What's checked: The authorised person confirms that the vessel, machinery, fittings, and equipment are maintained in a satisfactory condition and match what's documented in the SWB2 (Documentation of Compliance). They're checking that nothing has changed, deteriorated, or been removed since the last examination.
In practice, the examiner will walk the vessel checking safety equipment is present and in date (fire extinguishers, liferaft service, lifejacket condition), navigation equipment is working, machinery is maintained, and your paperwork is up to date (crew certificates, SMS, logbooks, maintenance records). If something doesn't match the SWB2 — for example, you've swapped a piece of equipment without telling the CA — that's a problem.
What you need to do: Arrange the examination with your CA in good time. Have the SWB2 on board. Make sure your maintenance records, certificates, and safety equipment are up to date.
Intermediate Examination — Midpoint of Certificate
At least once during the 5-year certificate life, your vessel must have an out-of-water examination.
When: The interval between successive out-of-water examinations must not exceed 3 years.
What's checked: Hull condition, underwater fittings, propeller, rudder, anodes, through-hull fittings, shaft seals — everything below the waterline that can't be properly inspected while afloat.
In-water alternative: In exceptional circumstances where the vessel can't be lifted by the due date, the CA may accept a diver or ROV survey instead — but this is at their discretion and a full out-of-water examination will still be required at a later date.
Renewal Examination — Every 5 Years
Before your certificate expires, you need a renewal examination. This is equivalent to the original compliance examination.

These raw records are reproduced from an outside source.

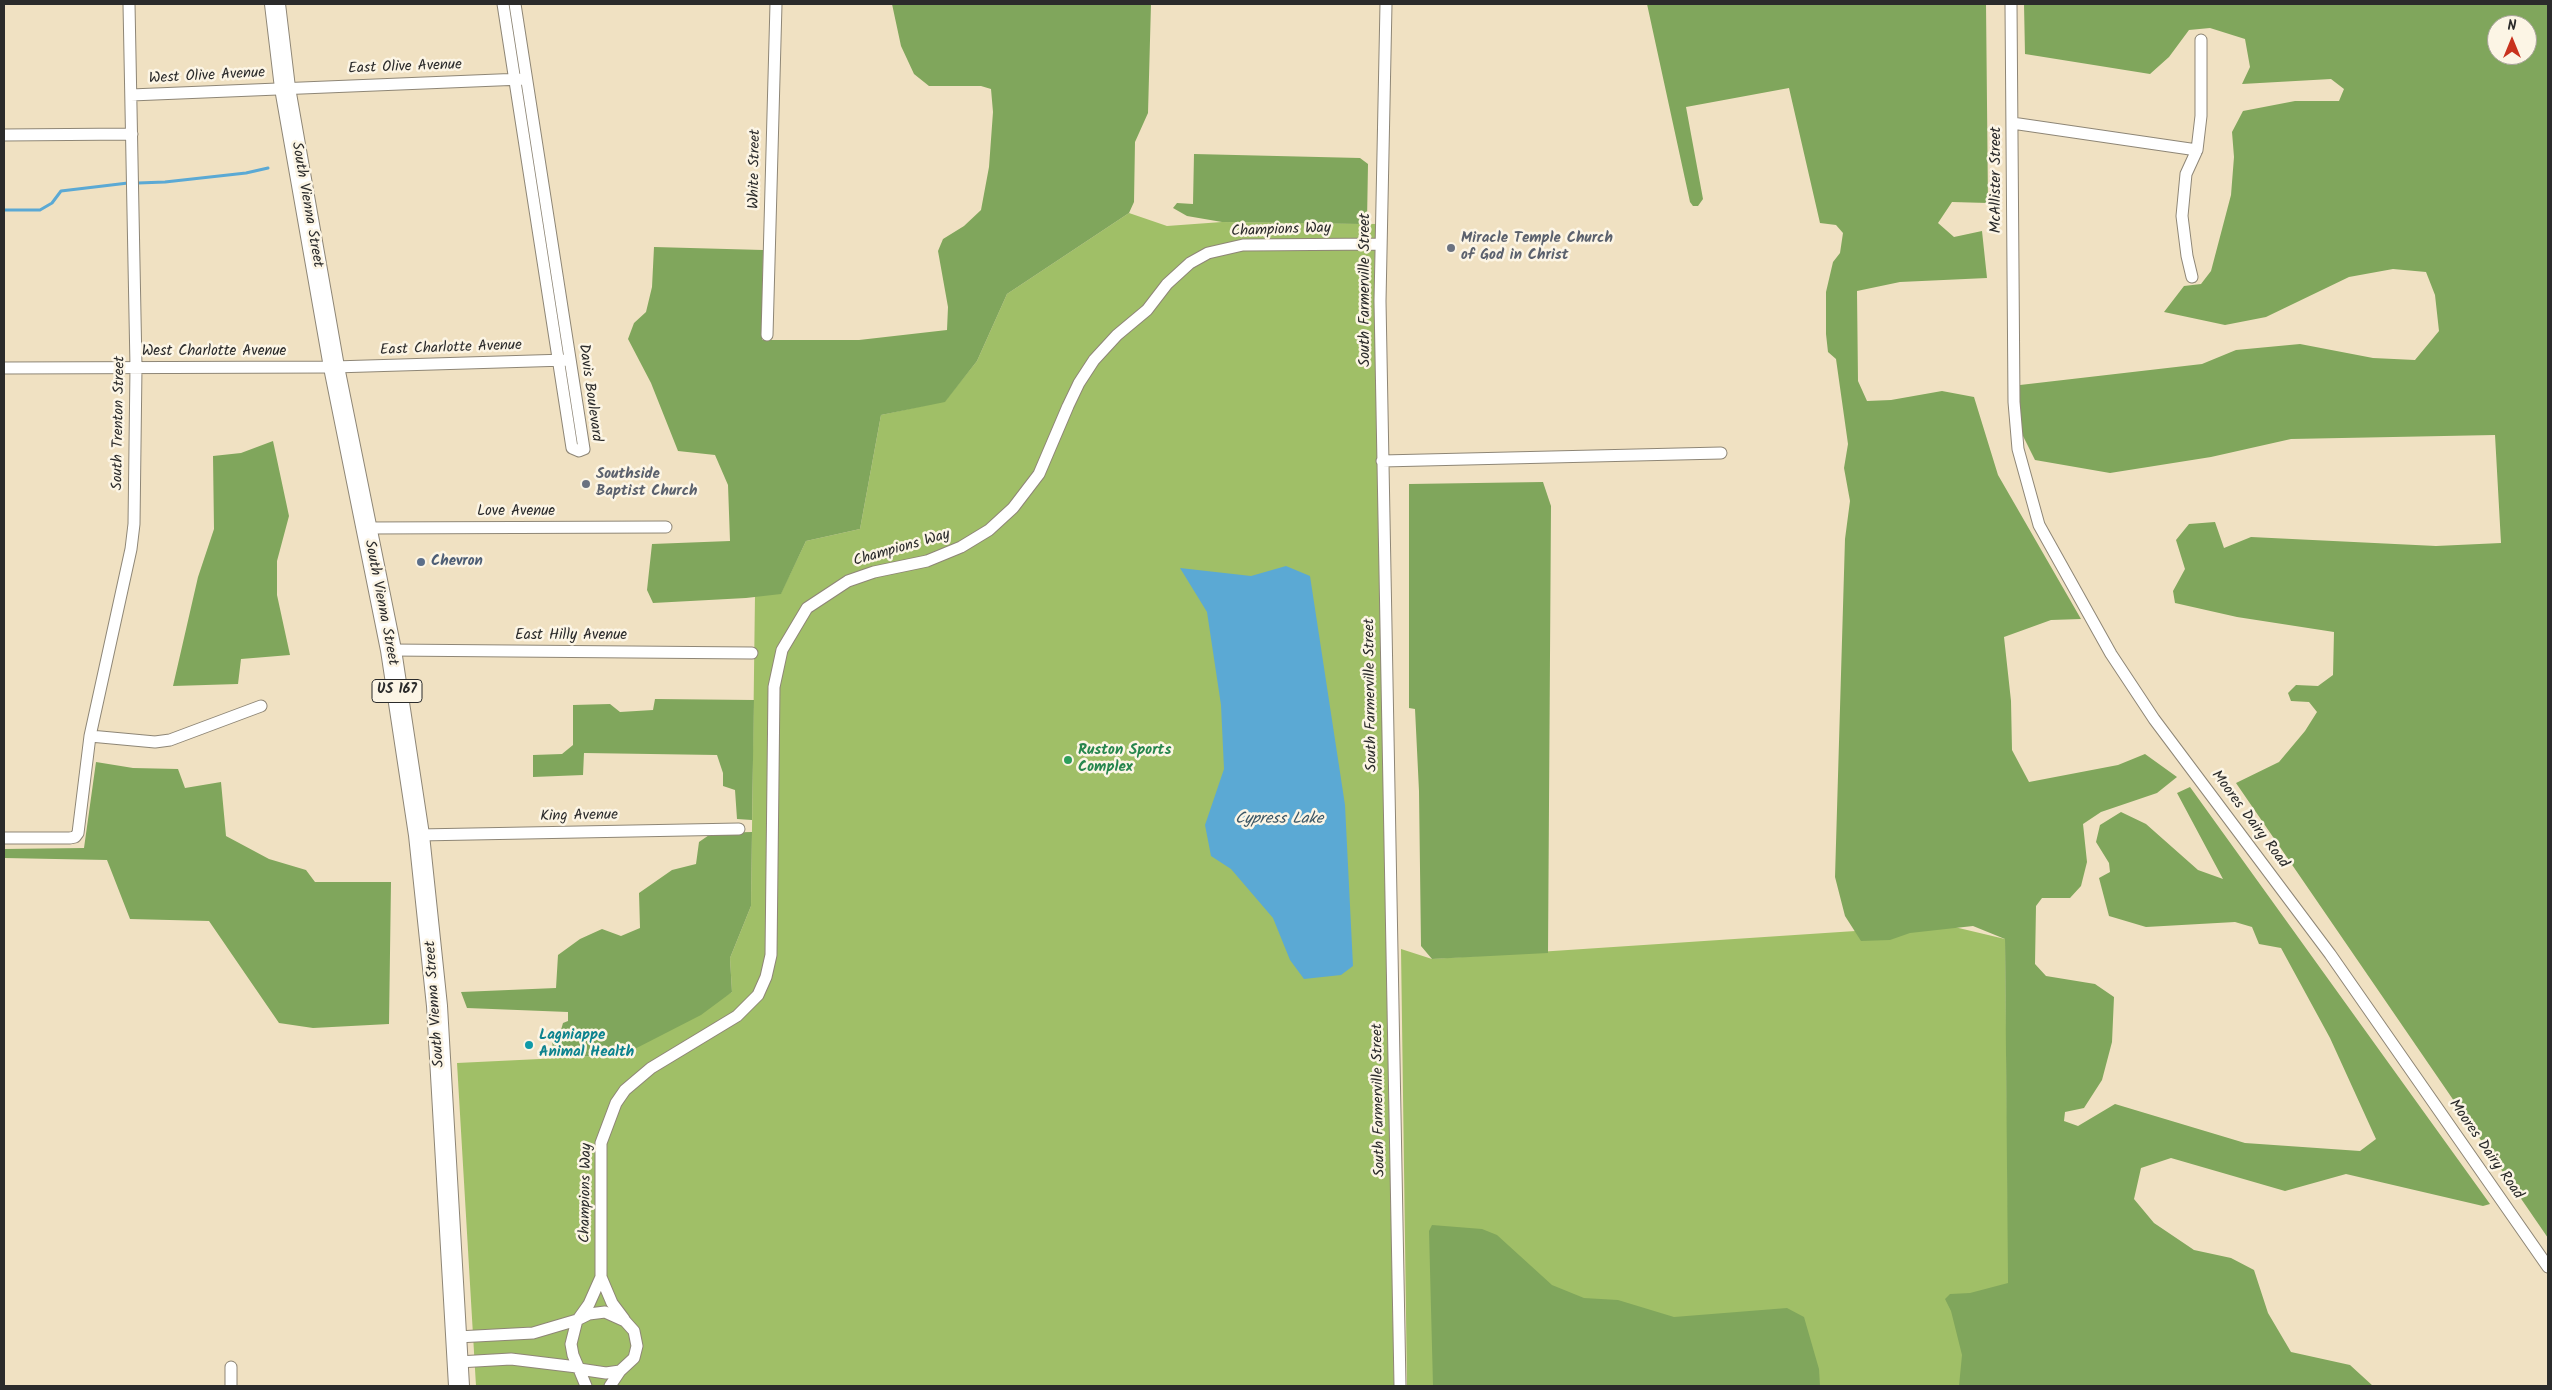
<!DOCTYPE html>
<html>
<head>
<meta charset="utf-8">
<style>
	body { margin:0 }
	#map { position:relative; width:2552px; height:1390px; overflow:hidden; background:#f0e1c2; font-family:Kalam,sans-serif }
	canvas { display:block }
	.frame { position:absolute; inset:0; border:5px solid #2b2b2b; pointer-events:none }
	.north { position:absolute; left:2487px; top:15px; width:50px; height:50px; box-sizing:border-box; background:#fcf5e5; border:1px solid #a8a49b; border-radius:50%; rotate:0deg; font-size:14px; font-weight:700; line-height:20px; text-align:center; color:#2b2b2b }
	.north::after { content:''; display:block; margin:auto; width:18px; height:22px; background:#c8321e; clip-path:polygon(50% 0,100% 100%,50% 72%,0 100%) }
</style>
</head>
<body>
<div id="map">
<canvas width="2552" height="1390"></canvas>
<div class="frame"></div>
<div class="north">N</div>
</div>
<script>
const ctx = document.querySelector('canvas').getContext('2d');
ctx.lineJoin = 'round';
function paint(path, color) {
  ctx.fillStyle = color;
  ctx.fill(path, 'evenodd');
}
function shape(rows) {
  const path = new Path2D();
  for (const r of rows) {
    path.moveTo(r[0], r[1]);
    for (let i = 2; i < r.length; i += 2) path.lineTo(r[i], r[i + 1]);
  }
  return path;
}
function stroke(path, color, width, dash) {
  ctx.strokeStyle = color;
  ctx.lineWidth = width;
  ctx.lineCap = dash ? 'butt' : 'round';
  ctx.setLineDash(dash || []);
  ctx.stroke(path);
}
function drawText(font, color, halo, rows, align = 'center') {
  ctx.font = font + ' Kalam,sans-serif';
  ctx.lineWidth = 5;
  ctx.setLineDash([]);
  ctx.textBaseline = 'middle';
  ctx.strokeStyle = halo;
  ctx.fillStyle = color;
  for (const [text, x, y, turn = 0] of rows) {
    ctx.save();
    ctx.translate(x, y);
    ctx.rotate((+turn || 0) * Math.PI / 180);
    ctx.textAlign = isNaN(turn) ? turn : align;
    if (halo) ctx.strokeText(text, 0, 0);
    ctx.fillText(text, 0, 0);
    ctx.restore();
  }
}
const green = shape([
	[1129,213,1167,226,1222,222,1376,224,1374,280,1394,1386,476,1386,457,1063,623,1055,732,992,730,958,751,906,755,595,781,593,806,541,860,529,881,415,945,401,977,361,1007,294],
	[1946,925,2005,939,2010,1386,1407,1386,1401,949,1432,959]
]);
const forest = shape([
	[892,4,1151,4,1148,113,1135,142,1134,202,1129,213,1007,294,977,361,945,402,881,415,860,529,806,541,781,594,746,598,653,603,647,590,652,544,730,541,728,485,715,455,678,451,651,383,628,339,634,323,646,312,652,287,654,247,763,250,762,340,859,340,947,330,948,307,938,251,943,239,964,226,981,210,989,167,993,112,991,89,981,86,929,86,914,74,901,46],
	[1647,4,1986,4,1988,203,1952,202,1938,223,1954,237,1982,231,1987,278,1900,282,1857,291,1858,381,1867,401,1891,400,1942,391,1974,397,1998,475,2081,619,2051,620,2004,637,2011,701,2012,750,2029,782,2118,765,2145,754,2177,777,2157,793,2101,812,2083,824,2087,862,2081,886,2070,898,2042,898,2036,906,2035,964,2046,976,2095,984,2114,997,2112,1042,2102,1080,2084,1108,2065,1112,2064,1121,2078,1126,2115,1104,2245,1143,2360,1151,2376,1139,2330,1038,2281,948,2259,944,2252,927,2235,922,2146,927,2109,916,2099,878,2110,872,2109,863,2096,842,2100,825,2121,812,2146,824,2198,870,2223,879,2177,793,2190,787,2490,1204,2483,1206,2346,1174,2285,1191,2171,1158,2141,1168,2134,1199,2154,1223,2194,1250,2231,1258,2254,1270,2268,1313,2291,1352,2350,1365,2373,1386,1959,1386,1962,1355,1951,1311,1945,1299,1950,1294,1970,1293,2008,1283,2005,939,1973,926,1910,933,1890,940,1861,941,1845,916,1835,877,1845,539,1850,501,1844,468,1848,444,1836,359,1828,352,1826,334,1826,292,1833,262,1840,253,1843,233,1836,225,1820,223,1789,88,1686,107,1703,199,1698,206,1693,206,1690,202],
	[2024,4,2548,4,2548,1238,2236,783,2279,762,2305,731,2317,712,2309,702,2291,701,2288,693,2296,685,2318,686,2333,675,2334,632,2237,617,2175,603,2173,591,2185,569,2176,540,2189,524,2215,522,2224,548,2251,537,2436,546,2501,543,2495,435,2291,439,2211,457,2110,473,2035,460,2020,430,2020,385,2202,364,2236,350,2300,344,2373,358,2415,360,2439,331,2435,295,2426,272,2393,269,2349,277,2266,317,2225,325,2164,312,2184,286,2201,284,2211,271,2231,195,2234,157,2232,132,2243,111,2295,101,2339,101,2344,89,2331,79,2242,84,2250,67,2245,39,2210,28,2189,30,2169,57,2150,74,2025,54],
	[2497,25,2527,25,2527,55,2497,55],
	[1194,154,1360,158,1368,164,1367,222,1361,224,1222,222,1187,216,1173,208,1177,203,1193,204],
	[273,441,289,516,277,561,277,595,290,655,241,659,238,684,173,686,198,577,214,529,213,456,241,453],
	[1543,482,1551,506,1548,953,1432,959,1421,946,1419,791,1415,709,1409,708,1409,484],
	[655,699,754,700,752,820,737,819,735,790,723,786,723,773,717,755,584,753,583,775,533,777,533,755,562,754,573,745,573,705,610,704,620,712,653,710],
	[96,762,133,768,178,769,185,788,221,782,226,836,269,859,306,870,315,882,391,882,389,1024,313,1028,279,1023,209,921,130,919,107,860,4,858,4,849,84,848],
	[752,832,751,906,730,958,732,992,701,1015,623,1055,554,1058,551,1032,561,1030,563,1023,568,1021,568,1012,467,1008,461,992,556,988,558,955,580,939,602,929,621,936,640,928,639,893,672,870,696,864,699,842,712,833],
	[1432,1225,1482,1229,1497,1235,1552,1285,1584,1298,1618,1300,1674,1317,1787,1308,1804,1317,1819,1369,1820,1386,1433,1386,1429,1231]
]);
const water = shape([
	[1286,566,1310,576,1345,805,1353,966,1341,975,1304,979,1290,960,1273,918,1231,869,1211,856,1205,825,1224,769,1221,705,1207,612,1180,568,1251,576]
]);
const stream = shape([
	[138,183,165,182,246,173,268,168],
	[4,210,40,210,52,203,61,191,128,183]
]);
const street = shape([
	[503,4,572,448,579,451,584,449,515,4],
	[1386,4,1380,301,1400,1386],
	[2011,4,2014,402,2018,449,2039,525,2111,654,2154,719,2330,954,2548,1267],
	[131,95,522,79],
	[2012,123,2197,150],
	[4,135,132,134],
	[2192,277,2187,256,2182,216,2186,174,2197,150,2201,116,2201,40],
	[767,335,776,4],
	[4,368,334,367,566,360],
	[1382,461,1721,453],
	[366,528,666,527],
	[391,650,752,653],
	[90,736,155,742,170,740,261,706],
	[419,835,739,829],
	[4,838,70,838,75,837,78,833,90,736,131,549,134,524,136,367,129,4],
	[601,1277,612,1303,624,1319],
	[605,1312,625,1321,634,1331,637,1346,634,1358,620,1371,606,1373,579,1369,573,1355,571,1344,577,1320,589,1314,605,1312],
	[579,1318,589,1304,601,1277,601,1143,616,1103,625,1090,651,1068,737,1016,758,995,766,977,771,955,774,687,782,650,807,608,848,581,874,572,927,561,961,547,989,530,1013,508,1039,474,1068,406,1079,383,1094,360,1117,335,1147,310,1167,284,1190,263,1208,253,1243,245,1381,244],
	[457,1337,533,1333,577,1320],
	[458,1362,511,1359,577,1367],
	[231,1367,231,1386],
	[579,1369,586,1386],
	[610,1386,620,1371]
]);
const highway = shape([
	[275,4,285,88,334,367,391,650,419,835,437,1006,459,1386]
]);
const markers = [
	[1451,248,5,"#6b7280"],
	[586,484,5,"#6b7280"],
	[421,562,5,"#5c6f8a"],
	[1068,760,5,"#2e9e5b"],
	[529,1045,5,"#0f9aa8"]
];
const shields = [
	[397,691,50]
];
const shieldNames = [
	["US 167",397,691]
];
const streetNames = [
	["East Olive Avenue",405,68,-2],
	["West Olive Avenue",207,77,-3],
	["White Street",756,169,-89],
	["McAllister Street",1997,180,-90],
	["South Vienna Street",306,205,80],
	["Champions Way",1281,231,-2],
	["South Farmerville Street",1366,290,-90],
	["East Charlotte Avenue",451,349,-2],
	["West Charlotte Avenue",214,352],
	["Davis Boulevard",589,393,82],
	["South Trenton Street",120,423,-89],
	["Love Avenue",516,512],
	["Champions Way",902,549,-16],
	["South Vienna Street",380,603,79],
	["East Hilly Avenue",571,636],
	["South Farmerville Street",1372,695,-91],
	["King Avenue",579,817,-1],
	["Moores Dairy Road",2249,820,53],
	["South Vienna Street",436,1004,-94],
	["South Farmerville Street",1380,1100,-91],
	["Moores Dairy Road",2485,1150,55],
	["Champions Way",587,1193,-89]
];
const worshipNames = [
	["Miracle Temple Church",1461,239],
	["of God in Christ",1461,256],
	["Southside",596,475],
	["Baptist Church",596,492]
];
const serviceNames = [
	["Chevron",431,562]
];
const leisureNames = [
	["Ruston Sports",1078,751],
	["Complex",1078,768]
];
const cultureNames = [
	["Lagniappe",539,1036],
	["Animal Health",539,1053]
];
const waterNames = [
	["Cypress Lake",1279,820]
];
paint(green, '#a0bf67');
paint(forest, '#80a65c');
paint(water, '#5ba9d4');
stroke(stream, '#5ba9d4', 3);
stroke(street, '#8e8676', 13);
stroke(highway, '#8e8676', 22);
stroke(street, '#fff', 11);
stroke(highway, '#fff', 20);
for (const [x, y, r, color] of markers) {
  const dot = new Path2D();
  dot.arc(x, y, r, 0, 2 * Math.PI);
  ctx.fillStyle = color;
  ctx.fill(dot);
  stroke(dot, '#fcf5e5', 2);
}
for (const [x, y, w] of shields) {
  const box = new Path2D();
  box.roundRect(x - w / 2, y - 11.5, w, 23, 4);
  ctx.fillStyle = '#fcf5e5';
  ctx.fill(box);
  stroke(box, '#2b2b2b', 1);
}
drawText('bold 14px', '#2b2b2b', null, shieldNames);
drawText('15px', '#2b2b2b', '#fcf5e5', streetNames);
drawText('bold 15px', '#5b616d', '#fcf5e5', worshipNames, 'left');
drawText('bold 15px', '#4e5e75', '#fcf5e5', serviceNames, 'left');
drawText('bold 15px', '#27864d', '#fcf5e5', leisureNames, 'left');
drawText('bold 15px', '#0d838f', '#fcf5e5', cultureNames, 'left');
drawText('italic 16px', '#3c5766', '#fcf5e5', waterNames);
</script>
</body>
</html>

When: Before the certificate expiry date. If completed within 3 months before expiry, the new certificate runs from the expiry date (so you don't lose time). If completed more than 3 months early, it runs from the examination date.
What's checked: Everything — in-water and out-of-water. The authorised person verifies that the vessel still meets the full requirements of the Code.
What you get: A new Workboat Certificate, valid for another 5 years.
Emergency Examination
If the vessel is involved in an incident that may affect its seaworthiness — collision, grounding, flooding, structural damage — an emergency examination may be required. Your CA decides what level of examination is needed.
What Happens If You Miss an Examination?
If an examination has been missed by more than one month, you'll need to contact your CA to arrange an appropriate examination — which may be more extensive (and more expensive) than a standard annual check. The CA decides what level of examination is needed based on how long the vessel has been out of compliance and its overall condition.
The bottom line: it's always cheaper and easier to stay on top of the schedule than to catch up after a lapse. Set reminders, book early, and don't let it drift.
What Gets Recorded?
Everything goes on the SWB2. This document is the vessel's permanent compliance record. It's signed by both the authorised person and the vessel owner/operator after each examination and forwarded to the CA.
The SWB2 stays with the vessel for life — even if you change Certifying Authority.
The Annual Disc
After each annual examination, the CA issues an identification disc. This must be displayed prominently and visibly from outside the vessel. It's a quick visual indicator to users and inspectors that the vessel has been examined and holds a valid certificate.
Practical Tips
- Book early. CAs have limited availability, especially for out-of-water examinations in summer. Don't leave it until the last month.
- Keep maintenance records up to date. The examiner will check that servicing has been done on schedule. If your records are patchy, it creates problems.
- Know your SWB2. If anything has changed on the vessel since the last examination — new equipment, modifications, removed items — the CA needs to know before the examination, not during it.
- Don't let certificates expire. Crew medical certificates, fire extinguisher servicing, liferaft servicing, radio licences — if these lapse between examinations, the vessel is technically non-compliant even if the Workboat Certificate is still in date. This is the most common issue operators face — the Workboat Certificate is valid for 5 years, but the things that keep it valid (crew certs, equipment servicing, maintenance records) need attention throughout the year. A valid certificate doesn't mean much if your crew's medical certificates have expired or your fire extinguishers are overdue for servicing.